WHEN the Queen's Baton arrives in Australia in December and makes its way over three months to the Commonwealth Games on the Gold Coast, former Olympian Nancy Welch (Lyons) will take her place as one of 3500 baton bearers.
As a sportswoman, Nancy was never beaten in competition in Australia and earned the accolade, "one of the best Australian swimmers of all time".
She won a silver medal at the 1948 Olympic Games in London in the 200m breaststroke, after paying her own fare to the UK.
In her article A Tale of Two Olympics, State Library of Queensland librarian Trudy Bennett writes in August 2012 when London was hosting its third Olympic Games:
"Among the 10 Australian swimmers who came to London in July 1948 was Queenslander Beatrice "Nancy" Lyons.
"She was chosen for the Australian team but, because of post-war financial difficulties, she had to raise the money for her fare to London herself.
"She won the silver medal in the 200 metres breaststroke, being only half a second behind the record-holder and gold medallist.
"She won silver at the 1950 British Empire Games in Auckland, in the 220 yards breaststroke, and then won gold in the 3x110 yards medley."
Trudy writes that the contrast between the 1948 London Olympics, which were aptly christened The Austerity Games, and the glittering affair in 2012, could not be greater.
"In 1948 Britain was broke, still in the grip of rationing and dire shortages of many non-rationed commodities, and the rubble that was the result of years of German bombing was still much in evidence," she said.
"It is interesting to compare Nancy Lyons' description of her Olympic experience with what happens now.
"At an Olympians dinner in 2004, she said that she used to train three nights a week after school at the Valley baths, and that by the time she returned from the two-month boat trip from Europe, Australia had forgotten about the Olympic Games."
Nancy, born in 1930 and now a resident of Tweed Heads, remembers the 1948 Olympics opening ceremony in London as a low-key affair.
"The opening ceremony compared with today is just so different," she said.
"The teams marched in and stayed on the oval, and King George just drove around the oval."

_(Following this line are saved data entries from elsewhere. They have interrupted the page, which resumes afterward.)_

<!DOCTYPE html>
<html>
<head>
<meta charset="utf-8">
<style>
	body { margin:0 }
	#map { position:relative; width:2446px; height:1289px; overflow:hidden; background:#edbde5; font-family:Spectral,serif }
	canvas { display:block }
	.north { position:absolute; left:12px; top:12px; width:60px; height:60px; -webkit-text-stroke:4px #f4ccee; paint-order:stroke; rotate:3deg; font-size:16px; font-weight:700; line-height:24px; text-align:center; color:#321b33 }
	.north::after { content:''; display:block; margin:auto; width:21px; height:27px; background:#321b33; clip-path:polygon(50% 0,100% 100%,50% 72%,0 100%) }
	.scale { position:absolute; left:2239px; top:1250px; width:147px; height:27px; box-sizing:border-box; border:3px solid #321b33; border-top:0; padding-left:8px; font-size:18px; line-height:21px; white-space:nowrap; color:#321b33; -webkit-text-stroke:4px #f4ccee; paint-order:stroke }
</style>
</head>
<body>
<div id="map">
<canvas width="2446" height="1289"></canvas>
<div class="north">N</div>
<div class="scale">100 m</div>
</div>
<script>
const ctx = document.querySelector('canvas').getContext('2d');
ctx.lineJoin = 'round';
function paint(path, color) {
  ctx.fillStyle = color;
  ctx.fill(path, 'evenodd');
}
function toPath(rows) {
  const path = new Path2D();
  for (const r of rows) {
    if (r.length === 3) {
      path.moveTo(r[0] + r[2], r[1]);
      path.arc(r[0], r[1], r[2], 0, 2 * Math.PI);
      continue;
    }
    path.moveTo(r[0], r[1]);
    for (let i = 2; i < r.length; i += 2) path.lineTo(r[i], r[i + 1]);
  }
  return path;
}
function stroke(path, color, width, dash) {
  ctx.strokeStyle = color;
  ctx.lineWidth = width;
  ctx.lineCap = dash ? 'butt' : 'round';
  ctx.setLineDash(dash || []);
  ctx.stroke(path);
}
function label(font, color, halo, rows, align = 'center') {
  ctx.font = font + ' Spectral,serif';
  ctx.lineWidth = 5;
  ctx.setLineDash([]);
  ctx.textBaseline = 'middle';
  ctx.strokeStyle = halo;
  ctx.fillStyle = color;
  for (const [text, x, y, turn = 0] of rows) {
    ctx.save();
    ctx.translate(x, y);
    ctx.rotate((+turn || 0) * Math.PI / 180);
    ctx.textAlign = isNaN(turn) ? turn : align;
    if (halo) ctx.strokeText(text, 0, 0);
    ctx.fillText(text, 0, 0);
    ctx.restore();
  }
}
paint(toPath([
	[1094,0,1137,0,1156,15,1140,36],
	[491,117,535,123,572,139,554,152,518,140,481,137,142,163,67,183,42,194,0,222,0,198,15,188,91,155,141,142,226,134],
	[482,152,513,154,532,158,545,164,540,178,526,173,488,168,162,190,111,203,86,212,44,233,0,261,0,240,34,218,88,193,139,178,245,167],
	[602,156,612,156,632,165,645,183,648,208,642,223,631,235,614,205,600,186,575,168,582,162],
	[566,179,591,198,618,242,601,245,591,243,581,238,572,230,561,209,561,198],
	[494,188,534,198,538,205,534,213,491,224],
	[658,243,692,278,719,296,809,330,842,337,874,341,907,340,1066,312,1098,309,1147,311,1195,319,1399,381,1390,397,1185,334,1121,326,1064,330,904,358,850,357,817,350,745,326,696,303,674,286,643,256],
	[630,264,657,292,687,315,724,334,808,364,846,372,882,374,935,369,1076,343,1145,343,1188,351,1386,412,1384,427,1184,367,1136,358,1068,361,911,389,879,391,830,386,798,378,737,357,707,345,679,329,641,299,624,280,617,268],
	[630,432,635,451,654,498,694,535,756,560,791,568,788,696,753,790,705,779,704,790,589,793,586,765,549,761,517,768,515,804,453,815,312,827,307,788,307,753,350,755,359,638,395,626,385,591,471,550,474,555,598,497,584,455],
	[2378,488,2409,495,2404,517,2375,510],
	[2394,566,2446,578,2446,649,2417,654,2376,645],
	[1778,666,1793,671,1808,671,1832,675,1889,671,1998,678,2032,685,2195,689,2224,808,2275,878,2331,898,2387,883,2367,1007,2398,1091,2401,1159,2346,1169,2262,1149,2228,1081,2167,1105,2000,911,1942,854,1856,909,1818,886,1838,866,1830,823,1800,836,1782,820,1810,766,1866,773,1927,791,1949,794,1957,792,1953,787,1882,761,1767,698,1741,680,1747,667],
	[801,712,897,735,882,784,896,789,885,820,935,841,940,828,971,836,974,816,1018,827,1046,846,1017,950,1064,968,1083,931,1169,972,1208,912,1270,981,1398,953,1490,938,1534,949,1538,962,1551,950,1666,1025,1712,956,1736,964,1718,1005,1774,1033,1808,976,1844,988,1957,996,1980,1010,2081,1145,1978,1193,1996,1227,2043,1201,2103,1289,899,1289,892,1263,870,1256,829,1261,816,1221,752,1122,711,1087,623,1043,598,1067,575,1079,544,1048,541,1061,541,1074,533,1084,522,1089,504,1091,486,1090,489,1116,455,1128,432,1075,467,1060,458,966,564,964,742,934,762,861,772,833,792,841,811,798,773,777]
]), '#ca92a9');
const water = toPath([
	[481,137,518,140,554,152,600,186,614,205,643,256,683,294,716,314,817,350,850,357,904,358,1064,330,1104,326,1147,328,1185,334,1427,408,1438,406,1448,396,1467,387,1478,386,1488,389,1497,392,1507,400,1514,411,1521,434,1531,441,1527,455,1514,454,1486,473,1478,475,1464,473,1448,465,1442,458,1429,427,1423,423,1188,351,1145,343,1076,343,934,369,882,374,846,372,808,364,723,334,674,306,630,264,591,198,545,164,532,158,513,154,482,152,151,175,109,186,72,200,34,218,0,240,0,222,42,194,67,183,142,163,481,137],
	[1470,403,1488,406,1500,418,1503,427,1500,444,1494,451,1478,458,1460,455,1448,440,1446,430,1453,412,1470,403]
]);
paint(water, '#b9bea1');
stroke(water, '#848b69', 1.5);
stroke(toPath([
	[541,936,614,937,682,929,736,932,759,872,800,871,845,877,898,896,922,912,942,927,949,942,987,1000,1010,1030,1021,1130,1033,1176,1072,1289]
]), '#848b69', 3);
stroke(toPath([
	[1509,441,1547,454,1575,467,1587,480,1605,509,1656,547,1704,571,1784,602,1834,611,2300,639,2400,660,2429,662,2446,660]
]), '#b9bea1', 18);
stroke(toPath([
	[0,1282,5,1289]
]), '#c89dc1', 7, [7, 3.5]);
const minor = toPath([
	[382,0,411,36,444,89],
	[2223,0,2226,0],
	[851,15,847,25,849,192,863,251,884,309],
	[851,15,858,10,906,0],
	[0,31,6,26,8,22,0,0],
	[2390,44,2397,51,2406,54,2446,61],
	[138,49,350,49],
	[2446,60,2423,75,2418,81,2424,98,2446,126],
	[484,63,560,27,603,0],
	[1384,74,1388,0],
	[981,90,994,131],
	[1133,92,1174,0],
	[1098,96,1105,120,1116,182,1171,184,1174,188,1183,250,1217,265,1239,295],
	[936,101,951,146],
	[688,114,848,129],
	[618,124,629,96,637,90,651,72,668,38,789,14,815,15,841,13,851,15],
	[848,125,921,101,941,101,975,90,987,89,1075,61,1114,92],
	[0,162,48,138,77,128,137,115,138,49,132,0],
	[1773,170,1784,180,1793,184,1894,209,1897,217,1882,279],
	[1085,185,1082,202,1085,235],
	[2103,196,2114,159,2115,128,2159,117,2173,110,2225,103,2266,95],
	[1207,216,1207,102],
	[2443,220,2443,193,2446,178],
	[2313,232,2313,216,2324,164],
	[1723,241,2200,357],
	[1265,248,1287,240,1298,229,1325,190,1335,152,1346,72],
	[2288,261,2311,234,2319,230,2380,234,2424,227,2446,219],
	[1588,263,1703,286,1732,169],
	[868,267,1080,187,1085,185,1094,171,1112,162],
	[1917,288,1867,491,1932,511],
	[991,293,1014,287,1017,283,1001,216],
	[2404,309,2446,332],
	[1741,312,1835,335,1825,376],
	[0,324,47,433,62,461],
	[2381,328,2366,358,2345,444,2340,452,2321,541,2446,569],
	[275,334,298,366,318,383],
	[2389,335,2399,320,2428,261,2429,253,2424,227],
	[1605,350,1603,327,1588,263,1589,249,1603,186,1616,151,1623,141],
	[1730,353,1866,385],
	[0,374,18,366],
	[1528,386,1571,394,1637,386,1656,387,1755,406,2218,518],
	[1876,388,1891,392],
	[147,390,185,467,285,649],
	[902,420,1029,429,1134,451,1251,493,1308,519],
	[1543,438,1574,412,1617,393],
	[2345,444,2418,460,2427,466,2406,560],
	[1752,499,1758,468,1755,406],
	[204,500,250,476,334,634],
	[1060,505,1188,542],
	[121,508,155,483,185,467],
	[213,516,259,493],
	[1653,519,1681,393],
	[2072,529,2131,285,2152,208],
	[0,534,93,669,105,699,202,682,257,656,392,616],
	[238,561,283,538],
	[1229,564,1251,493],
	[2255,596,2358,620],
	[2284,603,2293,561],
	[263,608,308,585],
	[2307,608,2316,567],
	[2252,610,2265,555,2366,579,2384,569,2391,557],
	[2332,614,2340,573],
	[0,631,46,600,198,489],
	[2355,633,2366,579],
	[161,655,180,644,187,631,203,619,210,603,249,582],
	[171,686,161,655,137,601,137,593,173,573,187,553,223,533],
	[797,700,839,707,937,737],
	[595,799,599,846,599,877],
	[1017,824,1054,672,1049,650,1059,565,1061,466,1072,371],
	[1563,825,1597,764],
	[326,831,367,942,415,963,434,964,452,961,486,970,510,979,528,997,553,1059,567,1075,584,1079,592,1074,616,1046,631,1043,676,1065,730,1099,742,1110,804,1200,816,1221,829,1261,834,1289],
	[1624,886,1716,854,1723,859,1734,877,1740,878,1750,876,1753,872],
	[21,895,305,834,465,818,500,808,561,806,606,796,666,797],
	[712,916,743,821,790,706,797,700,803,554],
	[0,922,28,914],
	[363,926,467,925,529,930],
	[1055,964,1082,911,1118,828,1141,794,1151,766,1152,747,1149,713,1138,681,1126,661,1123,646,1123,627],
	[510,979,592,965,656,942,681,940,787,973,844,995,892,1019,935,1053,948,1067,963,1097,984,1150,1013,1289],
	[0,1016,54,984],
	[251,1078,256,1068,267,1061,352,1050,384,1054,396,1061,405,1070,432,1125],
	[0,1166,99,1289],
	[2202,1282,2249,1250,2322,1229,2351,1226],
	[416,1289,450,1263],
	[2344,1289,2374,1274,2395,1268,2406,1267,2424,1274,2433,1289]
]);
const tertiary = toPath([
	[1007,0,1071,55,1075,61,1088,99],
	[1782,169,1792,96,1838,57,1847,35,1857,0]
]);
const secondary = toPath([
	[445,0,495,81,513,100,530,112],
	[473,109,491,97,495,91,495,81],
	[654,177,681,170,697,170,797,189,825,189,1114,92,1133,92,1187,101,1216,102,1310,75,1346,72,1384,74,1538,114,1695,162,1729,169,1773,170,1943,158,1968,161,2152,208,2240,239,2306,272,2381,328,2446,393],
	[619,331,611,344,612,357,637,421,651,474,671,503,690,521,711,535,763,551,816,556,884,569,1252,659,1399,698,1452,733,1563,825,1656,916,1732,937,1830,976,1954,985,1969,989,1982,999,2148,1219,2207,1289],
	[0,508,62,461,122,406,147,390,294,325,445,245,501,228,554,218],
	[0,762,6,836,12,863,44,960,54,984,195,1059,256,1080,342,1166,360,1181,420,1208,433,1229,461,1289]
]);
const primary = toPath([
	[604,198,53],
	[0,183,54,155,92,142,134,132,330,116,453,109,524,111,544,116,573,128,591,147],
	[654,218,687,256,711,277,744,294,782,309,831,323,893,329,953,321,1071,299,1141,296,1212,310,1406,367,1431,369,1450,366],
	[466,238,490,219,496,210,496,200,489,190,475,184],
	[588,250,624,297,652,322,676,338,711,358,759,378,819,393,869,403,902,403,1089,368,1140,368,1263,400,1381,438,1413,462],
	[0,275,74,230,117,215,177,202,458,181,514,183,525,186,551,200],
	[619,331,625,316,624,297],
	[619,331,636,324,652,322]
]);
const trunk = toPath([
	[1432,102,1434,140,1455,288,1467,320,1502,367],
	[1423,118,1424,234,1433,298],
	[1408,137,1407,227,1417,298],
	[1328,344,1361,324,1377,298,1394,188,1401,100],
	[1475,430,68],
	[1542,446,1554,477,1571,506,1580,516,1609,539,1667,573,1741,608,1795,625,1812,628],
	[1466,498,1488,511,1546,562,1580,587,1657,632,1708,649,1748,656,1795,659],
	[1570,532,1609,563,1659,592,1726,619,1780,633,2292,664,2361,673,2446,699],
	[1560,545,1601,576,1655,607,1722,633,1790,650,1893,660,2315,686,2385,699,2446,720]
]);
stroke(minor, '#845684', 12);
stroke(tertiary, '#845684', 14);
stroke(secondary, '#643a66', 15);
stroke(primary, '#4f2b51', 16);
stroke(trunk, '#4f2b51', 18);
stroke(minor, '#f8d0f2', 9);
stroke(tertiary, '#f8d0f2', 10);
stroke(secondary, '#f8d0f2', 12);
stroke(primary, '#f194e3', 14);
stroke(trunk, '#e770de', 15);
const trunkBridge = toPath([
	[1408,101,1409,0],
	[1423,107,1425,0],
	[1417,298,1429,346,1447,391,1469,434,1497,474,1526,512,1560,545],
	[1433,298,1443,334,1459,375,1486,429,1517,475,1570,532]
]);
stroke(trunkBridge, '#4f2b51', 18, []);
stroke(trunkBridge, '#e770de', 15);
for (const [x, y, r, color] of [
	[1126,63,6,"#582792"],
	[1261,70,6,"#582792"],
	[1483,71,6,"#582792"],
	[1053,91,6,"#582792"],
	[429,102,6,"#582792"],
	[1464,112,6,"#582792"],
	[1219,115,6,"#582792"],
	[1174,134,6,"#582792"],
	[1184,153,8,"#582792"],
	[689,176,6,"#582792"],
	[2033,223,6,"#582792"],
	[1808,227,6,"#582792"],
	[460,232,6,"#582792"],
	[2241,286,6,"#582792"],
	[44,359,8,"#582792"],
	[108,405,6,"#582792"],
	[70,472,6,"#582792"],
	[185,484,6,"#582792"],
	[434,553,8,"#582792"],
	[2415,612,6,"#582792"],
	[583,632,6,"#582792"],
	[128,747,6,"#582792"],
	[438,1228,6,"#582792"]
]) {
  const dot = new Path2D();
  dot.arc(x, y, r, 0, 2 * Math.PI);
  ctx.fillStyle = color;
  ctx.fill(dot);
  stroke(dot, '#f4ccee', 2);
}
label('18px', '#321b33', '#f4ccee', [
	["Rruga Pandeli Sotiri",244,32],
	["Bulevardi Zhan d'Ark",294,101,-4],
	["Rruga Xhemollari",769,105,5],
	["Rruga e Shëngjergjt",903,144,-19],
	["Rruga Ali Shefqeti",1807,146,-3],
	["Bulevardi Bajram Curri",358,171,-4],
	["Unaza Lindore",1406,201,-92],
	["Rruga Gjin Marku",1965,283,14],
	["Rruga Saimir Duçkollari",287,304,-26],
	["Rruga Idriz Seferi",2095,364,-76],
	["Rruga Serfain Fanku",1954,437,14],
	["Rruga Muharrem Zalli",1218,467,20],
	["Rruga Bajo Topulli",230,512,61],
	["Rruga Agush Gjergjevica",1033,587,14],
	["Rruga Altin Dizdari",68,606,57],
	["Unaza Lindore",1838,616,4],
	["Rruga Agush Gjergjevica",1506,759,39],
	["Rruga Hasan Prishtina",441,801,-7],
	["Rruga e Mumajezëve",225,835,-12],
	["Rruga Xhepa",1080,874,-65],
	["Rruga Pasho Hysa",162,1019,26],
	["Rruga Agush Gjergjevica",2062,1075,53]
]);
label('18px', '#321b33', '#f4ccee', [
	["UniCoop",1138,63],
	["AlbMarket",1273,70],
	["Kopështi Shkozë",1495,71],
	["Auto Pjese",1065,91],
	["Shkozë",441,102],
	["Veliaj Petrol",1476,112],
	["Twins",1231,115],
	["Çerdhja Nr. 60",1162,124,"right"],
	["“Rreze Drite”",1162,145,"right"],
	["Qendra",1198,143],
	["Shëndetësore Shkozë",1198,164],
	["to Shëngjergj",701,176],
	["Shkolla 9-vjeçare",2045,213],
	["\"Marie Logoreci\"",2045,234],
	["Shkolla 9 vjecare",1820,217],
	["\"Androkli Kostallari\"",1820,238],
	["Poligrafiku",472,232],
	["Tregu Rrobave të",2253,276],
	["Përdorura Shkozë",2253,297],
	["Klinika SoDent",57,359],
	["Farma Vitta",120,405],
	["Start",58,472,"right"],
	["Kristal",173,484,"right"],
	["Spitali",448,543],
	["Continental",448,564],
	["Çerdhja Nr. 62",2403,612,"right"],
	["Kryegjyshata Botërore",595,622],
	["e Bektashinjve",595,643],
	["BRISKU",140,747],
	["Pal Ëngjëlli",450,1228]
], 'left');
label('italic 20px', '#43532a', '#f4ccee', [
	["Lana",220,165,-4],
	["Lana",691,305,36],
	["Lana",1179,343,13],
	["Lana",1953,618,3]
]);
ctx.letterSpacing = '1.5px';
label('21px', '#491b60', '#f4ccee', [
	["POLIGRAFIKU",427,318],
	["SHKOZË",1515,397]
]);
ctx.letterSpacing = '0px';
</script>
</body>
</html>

Pigeons representing "peace" were released.
Nancy went on to compete in the 1952 Olympics in Helsinki.
She still has the baton she carried in the Sydney 2000 Torch Relay at Tallebudgera.
That experience was "fabulous", she said.
Nancy's obvious swimming talents have opened up incredible opportunities.
"Our parents taught us to swim because we lived by the sea in Townsville," she said.
"I won my first championship aged nine.
"The coach decided I had natural ability."